Ms. KELLY CLARKSON (Recording Artist): Thank you to the fans. Thank you for everyone that worked on my record (crying).

(Soundbite of cheers)

DEL BARCO: A number of the evening's surprises was the low award total for rapper, Kanye West. He was considered a shoe-in for top honors for his album Late Registration.

(Soundbite of "Gold Digger")

DEL BARCO: But West won only three Grammys in the rap category. Before the Record and Album of the Year winners were announced, he performed with Jamie Foxx, introducing himself this way:

Mr. KANYE WEST (Recording Artist): I been here two years in a row. If I don't win it's gonna be a problem. We don't want no problems, do we?

(Soundbite of applause and cheers)

(Soundbite of drums)

(Soundbite of "I Got a Woman")

DEL BARCO: Foxx and West stormed the stage with dueling marching bands. This year the Grammy telecast was long on flashy performances and short on noteworthy acceptance speeches. Madonna kicked off the show, accompanied by the animated virtual band, Gorillaz. Paul McCartney performed for the first time at the Grammys and Bruce Springsteen offered the evening's only political commentary. He ended the rendition of his Grammy winning song, Devils and Dust with a message about the truth in Iraq.

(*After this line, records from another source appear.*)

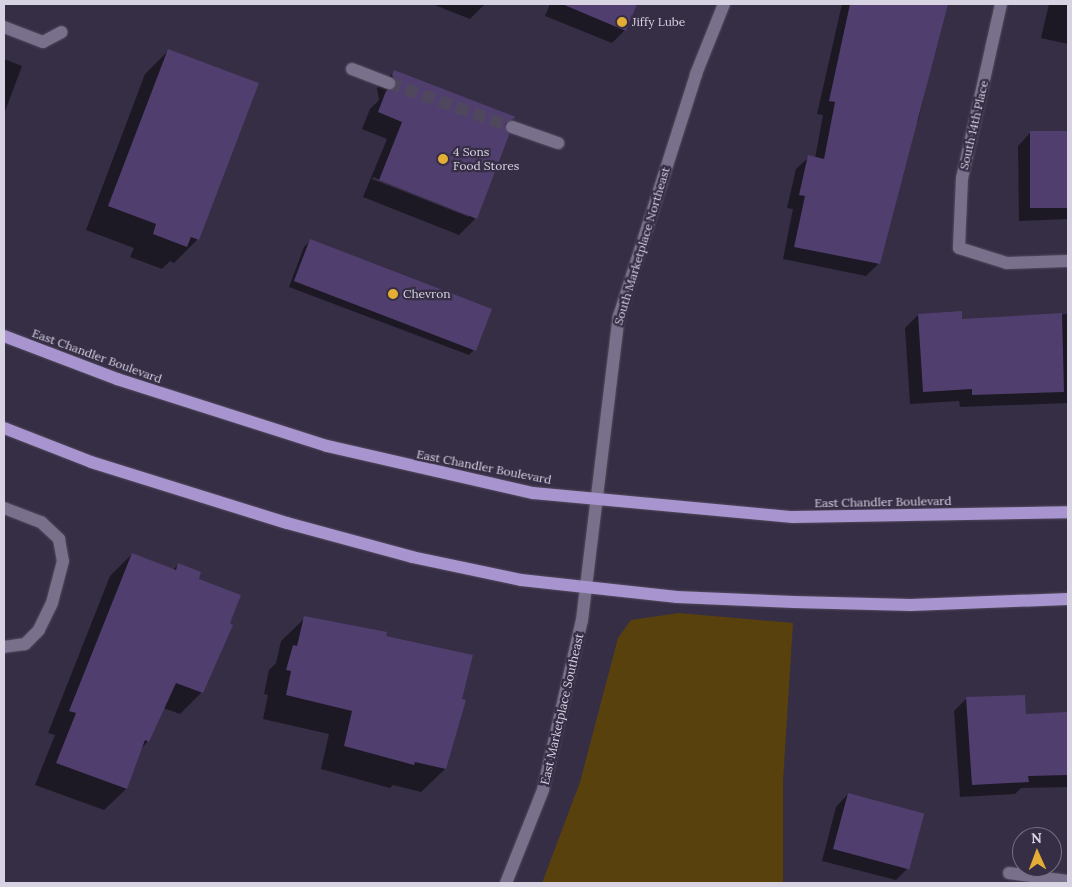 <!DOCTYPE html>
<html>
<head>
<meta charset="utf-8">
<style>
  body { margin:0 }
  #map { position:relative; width:1072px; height:887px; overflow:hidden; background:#362e45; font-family:Lora,serif }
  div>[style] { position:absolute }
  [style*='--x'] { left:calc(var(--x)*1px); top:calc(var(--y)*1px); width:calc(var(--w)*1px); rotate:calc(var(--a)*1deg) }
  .green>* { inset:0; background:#58410d }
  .shadow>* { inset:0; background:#0007 }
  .building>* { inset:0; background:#503e6e; transform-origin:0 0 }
  .minor-tunnel>* { height:12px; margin-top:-6px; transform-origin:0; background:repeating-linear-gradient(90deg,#4e475d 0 12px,transparent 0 18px) }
  .roads { filter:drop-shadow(0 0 1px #524b5e) drop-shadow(0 0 1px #524b5e) }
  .minor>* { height:12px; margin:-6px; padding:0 6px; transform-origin:6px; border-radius:6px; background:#79708b }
  .major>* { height:12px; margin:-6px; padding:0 6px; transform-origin:6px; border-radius:6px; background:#a894ce }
  .dots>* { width:14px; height:14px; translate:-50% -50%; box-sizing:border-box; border:2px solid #362e45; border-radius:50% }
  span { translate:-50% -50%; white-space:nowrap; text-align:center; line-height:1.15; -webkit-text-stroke:4.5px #362e45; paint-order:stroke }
  .poi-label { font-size:12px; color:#d8d3e2 }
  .left { translate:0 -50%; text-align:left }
  .street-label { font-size:12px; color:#d8d3e2 }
  .frame { position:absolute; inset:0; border:5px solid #d8d3e2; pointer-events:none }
  .north { position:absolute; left:1012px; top:827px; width:50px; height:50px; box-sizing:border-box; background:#362e45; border:1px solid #777084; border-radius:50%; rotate:358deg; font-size:14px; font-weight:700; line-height:20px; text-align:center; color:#d8d3e2 }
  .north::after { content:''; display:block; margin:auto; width:18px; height:22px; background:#e4ae35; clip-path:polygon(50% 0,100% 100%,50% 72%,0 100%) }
</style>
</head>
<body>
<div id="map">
  <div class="green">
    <div style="clip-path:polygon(679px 613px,793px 623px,783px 782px,783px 883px,542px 883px,580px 782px,618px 638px,631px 620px)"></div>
  </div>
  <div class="shadow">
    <div style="clip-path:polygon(432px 4px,485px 4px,470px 19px)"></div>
    <div style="clip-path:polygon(550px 4px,635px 4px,625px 30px,612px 43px,545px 16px)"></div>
    <div style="clip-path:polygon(842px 4px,945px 4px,918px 121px,912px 127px,879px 263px,866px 276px,783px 259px,793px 209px,787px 208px,796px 169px,809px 157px,815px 158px,823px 115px,817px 114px)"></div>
    <div style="clip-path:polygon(1049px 4px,1068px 4px,1068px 44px,1041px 38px)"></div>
    <div style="clip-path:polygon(169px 50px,198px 239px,174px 263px,170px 261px,162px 269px,130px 257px,134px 248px,86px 230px,145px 74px)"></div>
    <div style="clip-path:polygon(4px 59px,22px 66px,4px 114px)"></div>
    <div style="clip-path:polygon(evenodd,394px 72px,514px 117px,504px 127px,476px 218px,459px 235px,363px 197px,387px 139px,362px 129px,370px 109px,379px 100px,377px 88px,394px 72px,373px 177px,469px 214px,469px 217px,372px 179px,373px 177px)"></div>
    <div style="clip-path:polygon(1068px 131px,1068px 219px,1019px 221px,1018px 146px,1030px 133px)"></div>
    <div style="clip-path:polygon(310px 241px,475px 349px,469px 355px,289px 287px,304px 247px)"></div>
    <div style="clip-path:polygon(1068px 314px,1068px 403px,960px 407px,959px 401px,910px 404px,905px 328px,918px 315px,961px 320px)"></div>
    <div style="clip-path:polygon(132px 554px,173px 570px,178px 565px,197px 579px,202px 692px,180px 714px,163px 708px,148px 741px,141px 749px,126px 789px,104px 810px,35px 785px,55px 735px,48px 733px,110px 576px)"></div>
    <div style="clip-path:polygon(305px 618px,384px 637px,461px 700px,445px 769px,421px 792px,393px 785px,390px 788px,321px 769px,329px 734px,263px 719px,268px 695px,264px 694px,269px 670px,276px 663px,281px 641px)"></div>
    <div style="clip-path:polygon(967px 698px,1025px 715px,1068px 714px,1068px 787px,1021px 788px,1015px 794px,960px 797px,954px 711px)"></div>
    <div style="clip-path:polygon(848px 794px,909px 867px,896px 880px,822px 861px,836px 807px)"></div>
  </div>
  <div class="building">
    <div style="clip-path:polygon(562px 4px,637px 4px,626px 31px)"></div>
    <div style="clip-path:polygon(850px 4px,948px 4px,880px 264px,794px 247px,805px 196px,799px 195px,808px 155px,824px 159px,835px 102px,829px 101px)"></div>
    <div style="clip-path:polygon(168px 49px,259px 83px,199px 240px,191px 237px,187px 247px,153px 234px,156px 224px,108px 206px)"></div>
    <div style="clip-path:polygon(394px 70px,516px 117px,505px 124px,509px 135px,477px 219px,379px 180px,402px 122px,378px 112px,386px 91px,397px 85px,392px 75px)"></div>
    <div style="left:1068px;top:131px;width:77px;height:38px;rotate:90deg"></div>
    <div style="left:310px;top:239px;width:195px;height:45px;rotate:21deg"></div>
    <div style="clip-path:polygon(962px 311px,962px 319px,1062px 313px,1064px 392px,972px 395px,972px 389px,923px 392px,918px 314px)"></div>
    <div style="clip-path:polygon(132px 553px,176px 570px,178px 563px,201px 572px,199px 579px,241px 595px,230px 623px,233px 625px,203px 693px,176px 683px,149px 742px,145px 740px,127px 789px,56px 763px,76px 713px,69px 711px)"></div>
    <div style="clip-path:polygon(304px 616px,387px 632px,386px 636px,473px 655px,462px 699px,466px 700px,446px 769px,415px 762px,414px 765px,344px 746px,352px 711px,286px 695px,291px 671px,286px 670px,293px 645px,297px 646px)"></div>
    <div style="clip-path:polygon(1025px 695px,1026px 714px,1068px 712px,1068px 775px,1028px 776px,1029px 782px,972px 785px,966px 697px)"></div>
    <div style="left:848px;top:793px;width:79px;height:58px;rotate:15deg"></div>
  </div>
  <div class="minor-tunnel">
    <div style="--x:389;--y:83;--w:131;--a:19.7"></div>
  </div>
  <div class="roads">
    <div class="minor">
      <div style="--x:1001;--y:4;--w:178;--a:102.6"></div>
      <div style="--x:962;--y:178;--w:70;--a:92.5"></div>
      <div style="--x:959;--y:248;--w:50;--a:17.4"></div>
      <div style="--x:1007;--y:263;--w:61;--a:-1.9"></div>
      <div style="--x:4;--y:27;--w:42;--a:21"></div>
      <div style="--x:43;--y:42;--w:21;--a:-28"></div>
      <div style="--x:352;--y:69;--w:40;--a:21"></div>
      <div style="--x:512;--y:127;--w:49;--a:19.2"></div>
      <div style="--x:4;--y:508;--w:40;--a:21"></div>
      <div style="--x:41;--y:522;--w:25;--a:43"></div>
      <div style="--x:59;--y:539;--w:22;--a:80"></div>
      <div style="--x:63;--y:561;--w:43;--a:104.7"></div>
      <div style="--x:52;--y:603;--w:30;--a:116"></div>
      <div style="--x:39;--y:630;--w:20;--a:135"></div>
      <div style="--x:25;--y:644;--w:21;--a:172"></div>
      <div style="--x:1009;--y:873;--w:60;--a:7.7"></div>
      <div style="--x:506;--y:883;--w:100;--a:-68.3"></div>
      <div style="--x:543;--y:790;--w:174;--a:-77.1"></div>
      <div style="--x:582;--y:620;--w:306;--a:-83.1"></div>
      <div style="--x:619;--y:316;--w:254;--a:-72.3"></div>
      <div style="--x:696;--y:74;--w:75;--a:-68.2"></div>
    </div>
    <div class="major">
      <div style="--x:4;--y:336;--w:121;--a:20.8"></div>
      <div style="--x:117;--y:379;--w:220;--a:17.7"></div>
      <div style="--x:327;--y:446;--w:211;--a:12.9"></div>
      <div style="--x:533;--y:493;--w:261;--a:5.3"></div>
      <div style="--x:793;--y:517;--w:275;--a:-1"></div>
      <div style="--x:4;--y:428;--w:93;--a:21.3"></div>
      <div style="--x:91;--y:462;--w:205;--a:17.3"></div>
      <div style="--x:287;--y:523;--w:130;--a:15.2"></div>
      <div style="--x:412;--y:557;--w:111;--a:11.9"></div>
      <div style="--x:521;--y:580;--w:157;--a:6.2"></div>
      <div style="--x:677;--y:597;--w:117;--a:2.4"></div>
      <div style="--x:794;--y:602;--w:117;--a:1.5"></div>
      <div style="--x:911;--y:605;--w:157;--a:-2.2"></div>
    </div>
  </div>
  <div class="dots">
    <div style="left:622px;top:22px;background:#e4ae35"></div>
    <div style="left:443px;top:159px;background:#e4ae35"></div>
    <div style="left:393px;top:294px;background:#e4ae35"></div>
  </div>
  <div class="poi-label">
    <span class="left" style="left:632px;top:22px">Jiffy Lube</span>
    <span class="left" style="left:453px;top:159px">4 Sons<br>Food Stores</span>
    <span class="left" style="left:403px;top:294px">Chevron</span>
  </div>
  <div class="street-label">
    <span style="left:974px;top:125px;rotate:-77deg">South 14th Place</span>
    <span style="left:642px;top:246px;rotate:-73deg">South Marketplace Northeast</span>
    <span style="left:97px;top:356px;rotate:20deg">East Chandler Boulevard</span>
    <span style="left:484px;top:467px;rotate:11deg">East Chandler Boulevard</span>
    <span style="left:883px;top:502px;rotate:-1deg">East Chandler Boulevard</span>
    <span style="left:562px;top:709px;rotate:-77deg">East Marketplace Southeast</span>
  </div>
  <div class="frame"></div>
  <div class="north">N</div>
</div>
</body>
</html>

(Soundbite of "Devils and Dust")

Mr. BRUCE SPRINGSTEEN: Bring 'em home.

(Soundbite of applause and cheers)

DEL BARCO: Also, almost alone on stage was Best New Artist winner, John Legend. He sat at the piano to perform the song 'Ordinary People' from his Grammy winning album, 'Get Lifted.'

(Soundbite of "Ordinary People")

DEL BARCO: In accepting one of the three awards, Legend said his song didn't sound like anything else on R&B radio.

Mr. JOHN LEGEND (Recording Artist): This is only song I wrote after I got signed to Sony, so we had the whole album done and I just happened to go in the studio with Wil to write for the Black Eyed Peas and we just came up with this song, you know, and I thought I was gonna write a hook for them, but I was like, well, you gotta let me keep this one (laughs). So, I kept it and I'm glad I kept it (laughs).

(Soundbite of applause)

DEL BARCO: The evening's most dramatic moment belonged to Sly Stone who hadn't performed before a live audience since 1987, but last night the reclusive 61-year-old funk pioneer stole the show, making a surprise appearance with the reunited Family Stone. During the finale, to an all-star musical tribute to some of his hits, he walked onstage wearing a shimmering silver jacket, wrap-around shades and a tall, blonde Mohawk and he sat behind a keyboard.

(Soundbite of music)

DEL BARCO: Music is the price you pay, he sang, but Stone had obviously paid a higher price for years of reported cocaine abuse. He seemed hunched over and sauntered off stage before the song ended. Backstage, guitarist Freddie Stone said his brother had changed.

Mr. FREDDIE STONE STEWART (Guitarist, Sly and the Family Stone): He's a thinker and he's different and he is very much concerned about what's going on on the planet right now.

DEL BARCO: And Freddie Stone also said his brother is still writing music.

Mr. STEWART: We correspond and he plays stuff over the phone for me. Freddie, man, Freddie, listen to this. You gotta hear this, man(laughs), you know, and he's jazzed.

DEL BARCO: The other band members say this might not be the last audiences see or hear from Sly, and that just might make for an interesting Grammy show next year.

Mandalit del Barco, NPR News, Los Angeles.